The City Council unanimously approved a $335-million redevelopment project on Bristol Street to revitalize one of the city's most blighted and congested areas.
Council members took only three minutes to vote for the project, which has been planned for 2 1/2 years. However, they also commissioned a study of whether 1,453 of the 2,003 parcels in the planned project should be exempt.
Two weeks ago, the council, acting as the redevelopment agency, backed away from the project after residents and business owners protested in a heated session that the plan would take away their property without giving them fair market prices.

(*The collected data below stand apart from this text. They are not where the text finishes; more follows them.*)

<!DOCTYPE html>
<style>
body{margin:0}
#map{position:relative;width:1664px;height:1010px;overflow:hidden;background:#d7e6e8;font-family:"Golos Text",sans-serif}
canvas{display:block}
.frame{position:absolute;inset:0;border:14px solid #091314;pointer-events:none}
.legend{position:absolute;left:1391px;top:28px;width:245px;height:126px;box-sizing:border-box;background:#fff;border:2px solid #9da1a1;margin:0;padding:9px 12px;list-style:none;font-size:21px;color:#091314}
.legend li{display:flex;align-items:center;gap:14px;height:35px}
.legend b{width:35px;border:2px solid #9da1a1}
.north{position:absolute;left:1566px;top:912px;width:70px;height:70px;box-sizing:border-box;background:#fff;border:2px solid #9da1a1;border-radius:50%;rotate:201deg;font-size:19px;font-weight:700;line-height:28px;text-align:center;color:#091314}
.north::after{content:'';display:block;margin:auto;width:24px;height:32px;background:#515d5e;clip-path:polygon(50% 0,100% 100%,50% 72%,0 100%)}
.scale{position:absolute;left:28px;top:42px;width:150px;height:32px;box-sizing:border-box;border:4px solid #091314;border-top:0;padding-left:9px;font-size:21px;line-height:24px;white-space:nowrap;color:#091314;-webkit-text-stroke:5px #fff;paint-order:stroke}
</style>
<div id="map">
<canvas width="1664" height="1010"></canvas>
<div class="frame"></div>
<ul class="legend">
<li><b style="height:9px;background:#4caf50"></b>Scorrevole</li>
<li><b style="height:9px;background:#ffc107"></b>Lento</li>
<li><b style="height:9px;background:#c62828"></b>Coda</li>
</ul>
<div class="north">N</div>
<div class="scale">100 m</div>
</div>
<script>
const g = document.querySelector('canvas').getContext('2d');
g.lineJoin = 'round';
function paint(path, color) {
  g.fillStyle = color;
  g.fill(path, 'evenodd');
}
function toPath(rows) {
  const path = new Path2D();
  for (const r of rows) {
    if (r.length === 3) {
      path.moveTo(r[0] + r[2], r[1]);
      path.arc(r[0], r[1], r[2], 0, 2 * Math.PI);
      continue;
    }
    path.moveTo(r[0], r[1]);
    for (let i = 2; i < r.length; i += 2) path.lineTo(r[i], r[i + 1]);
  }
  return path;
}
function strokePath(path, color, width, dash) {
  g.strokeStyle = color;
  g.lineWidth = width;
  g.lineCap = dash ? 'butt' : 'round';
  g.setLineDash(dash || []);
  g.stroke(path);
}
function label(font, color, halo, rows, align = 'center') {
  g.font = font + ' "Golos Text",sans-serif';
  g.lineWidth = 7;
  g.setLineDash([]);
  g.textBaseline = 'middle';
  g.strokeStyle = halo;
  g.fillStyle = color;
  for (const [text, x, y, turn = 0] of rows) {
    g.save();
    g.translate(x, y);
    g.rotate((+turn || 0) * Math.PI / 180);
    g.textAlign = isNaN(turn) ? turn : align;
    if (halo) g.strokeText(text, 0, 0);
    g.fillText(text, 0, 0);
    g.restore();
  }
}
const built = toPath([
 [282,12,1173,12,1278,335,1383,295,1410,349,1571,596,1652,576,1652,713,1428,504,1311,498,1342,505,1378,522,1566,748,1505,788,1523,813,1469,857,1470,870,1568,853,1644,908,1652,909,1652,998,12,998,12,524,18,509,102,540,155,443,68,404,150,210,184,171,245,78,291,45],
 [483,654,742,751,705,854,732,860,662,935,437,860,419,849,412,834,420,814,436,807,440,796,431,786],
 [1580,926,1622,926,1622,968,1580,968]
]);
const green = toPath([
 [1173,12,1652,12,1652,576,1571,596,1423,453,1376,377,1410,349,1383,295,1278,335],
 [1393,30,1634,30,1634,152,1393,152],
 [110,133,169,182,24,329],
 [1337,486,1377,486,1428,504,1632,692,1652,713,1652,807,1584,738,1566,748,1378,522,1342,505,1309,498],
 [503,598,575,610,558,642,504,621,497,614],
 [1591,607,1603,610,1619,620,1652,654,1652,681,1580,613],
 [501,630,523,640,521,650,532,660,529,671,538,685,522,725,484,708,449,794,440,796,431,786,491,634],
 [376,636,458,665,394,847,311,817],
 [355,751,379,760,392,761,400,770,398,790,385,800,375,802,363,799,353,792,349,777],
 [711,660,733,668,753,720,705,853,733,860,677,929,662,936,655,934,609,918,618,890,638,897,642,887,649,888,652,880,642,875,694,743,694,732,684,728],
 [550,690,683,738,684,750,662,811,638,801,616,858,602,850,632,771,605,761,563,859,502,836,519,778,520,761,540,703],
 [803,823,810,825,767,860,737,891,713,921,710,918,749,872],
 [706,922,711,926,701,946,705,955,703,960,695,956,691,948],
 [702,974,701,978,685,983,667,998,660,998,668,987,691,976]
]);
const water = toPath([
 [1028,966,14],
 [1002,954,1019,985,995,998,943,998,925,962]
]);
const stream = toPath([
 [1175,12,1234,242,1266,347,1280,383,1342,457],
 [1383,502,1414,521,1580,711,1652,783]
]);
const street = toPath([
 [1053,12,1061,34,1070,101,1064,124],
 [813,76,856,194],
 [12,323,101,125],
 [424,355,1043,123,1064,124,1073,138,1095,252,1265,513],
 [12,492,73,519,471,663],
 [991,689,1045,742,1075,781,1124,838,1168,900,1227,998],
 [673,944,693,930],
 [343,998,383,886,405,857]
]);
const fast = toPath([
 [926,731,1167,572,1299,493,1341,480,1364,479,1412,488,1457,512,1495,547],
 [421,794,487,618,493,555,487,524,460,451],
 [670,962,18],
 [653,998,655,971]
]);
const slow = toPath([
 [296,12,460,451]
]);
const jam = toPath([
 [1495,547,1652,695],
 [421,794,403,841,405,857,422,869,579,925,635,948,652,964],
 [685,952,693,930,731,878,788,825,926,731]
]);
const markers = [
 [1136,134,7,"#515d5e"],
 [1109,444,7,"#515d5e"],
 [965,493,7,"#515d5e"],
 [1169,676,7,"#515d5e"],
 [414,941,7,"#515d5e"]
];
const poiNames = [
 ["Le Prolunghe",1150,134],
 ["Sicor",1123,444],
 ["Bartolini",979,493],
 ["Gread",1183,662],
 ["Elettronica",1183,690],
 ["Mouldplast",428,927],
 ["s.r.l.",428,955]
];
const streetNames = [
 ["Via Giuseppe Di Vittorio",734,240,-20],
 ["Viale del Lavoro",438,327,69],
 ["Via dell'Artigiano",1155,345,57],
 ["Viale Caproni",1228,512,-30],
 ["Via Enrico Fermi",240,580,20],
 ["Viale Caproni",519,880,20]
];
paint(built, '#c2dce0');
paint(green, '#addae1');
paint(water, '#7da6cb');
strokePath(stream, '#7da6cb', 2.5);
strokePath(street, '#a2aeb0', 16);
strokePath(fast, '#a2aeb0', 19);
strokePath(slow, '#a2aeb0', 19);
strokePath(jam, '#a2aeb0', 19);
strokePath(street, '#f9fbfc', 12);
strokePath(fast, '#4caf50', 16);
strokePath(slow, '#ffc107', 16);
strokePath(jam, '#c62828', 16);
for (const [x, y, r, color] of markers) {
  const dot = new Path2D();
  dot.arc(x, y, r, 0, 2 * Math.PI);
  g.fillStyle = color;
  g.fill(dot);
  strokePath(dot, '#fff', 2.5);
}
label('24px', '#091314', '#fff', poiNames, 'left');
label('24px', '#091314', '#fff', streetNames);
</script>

During the same meeting, Latino residents also protested that they had not received notices in Spanish for the plan.
City officials have stated that under state law, Santa Ana must pay the market price for the homes taken to make way for redevelopment and must also pay to relocate anyone affected.
About a dozen residents at Monday's meeting spoke against the redevelopment. Dr. Robert Gonzales, an optometrist who leases an office on Bristol Street, said: "I had hoped to establish a nice life here and be there until I'm an old man. This ruins my life plans for now. "
Under the project, property taxes from the area will be placed in a special fund for 35 years, which will help pay for the redevelopment.
In a new compromise, the city has agreed that some of the money from the redevelopment project will be devoted to improving and increasing low-income housing for those who might lose their homes.
The project area is about 783 acres along Bristol Street from Memory Lane to Central Avenue, a notoriously congested thoroughfare that bisects the western and eastern portions of the city. The project will widen the street and replace existing buildings with new offices and shopping centers.